Infatti, l’assunzione di alcune tipologia di alimenti o di specifiche fibre in taluni casi può creare discomfort.

Ad esempio, in caso di meteorismo intestinale l’assunzione di legumi, alcune tipologie di frutta o verdura come le brassicacee può peggiorare la sintomatologia. Stessa cosa può avvenire con il consumo eccessivo di alimenti integrali o verdure cotte che possono causare diarrea.
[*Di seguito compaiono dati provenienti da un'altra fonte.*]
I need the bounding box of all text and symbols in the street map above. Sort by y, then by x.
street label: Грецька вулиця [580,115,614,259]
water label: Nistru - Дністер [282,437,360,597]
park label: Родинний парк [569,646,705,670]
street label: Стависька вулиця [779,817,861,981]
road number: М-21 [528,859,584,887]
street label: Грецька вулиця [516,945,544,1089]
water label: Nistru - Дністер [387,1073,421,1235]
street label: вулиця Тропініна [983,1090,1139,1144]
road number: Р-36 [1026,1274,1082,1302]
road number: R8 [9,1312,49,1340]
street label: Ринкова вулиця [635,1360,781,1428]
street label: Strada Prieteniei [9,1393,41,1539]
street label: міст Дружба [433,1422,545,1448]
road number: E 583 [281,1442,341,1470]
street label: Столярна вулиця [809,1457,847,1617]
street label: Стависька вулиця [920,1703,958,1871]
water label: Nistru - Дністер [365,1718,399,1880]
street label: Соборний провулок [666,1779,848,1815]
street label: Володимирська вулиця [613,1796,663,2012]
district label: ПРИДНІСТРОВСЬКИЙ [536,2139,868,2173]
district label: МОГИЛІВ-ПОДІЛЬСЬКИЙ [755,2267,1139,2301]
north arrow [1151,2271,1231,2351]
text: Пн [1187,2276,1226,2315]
In caso di malattia diverticolare appare pertanto consigliabile effettuare una valutazione specialistica che potrà consigliare un regime dietetico personalizzato appropriato ed eventuali ulteriori trattamenti se necessario.



DIVERTICOLITE ACUTA

La diverticolite acuta consiste nell’infiammazione dei diverticoli e si può manifestare con uno spettro variabile di manifestazioni cliniche tra cui intenso dolore addominale, febbre, diarrea, rettorragia (sangue nelle feci).

In caso di diverticolite acuta è raccomandabile evitare le scorie e può essere necessario seguire una dieta liquida ed in taluni casi può essere necessario perfino il digiuno con nutrizione parenterale.

Ad ogni modo, la diverticolite acuta è una condizione clinica che richiede sempre la valutazione medica specialistica e talvolta può richiedere il ricovero ospedaliero ed in alcuni casi l’intervento chirurgico.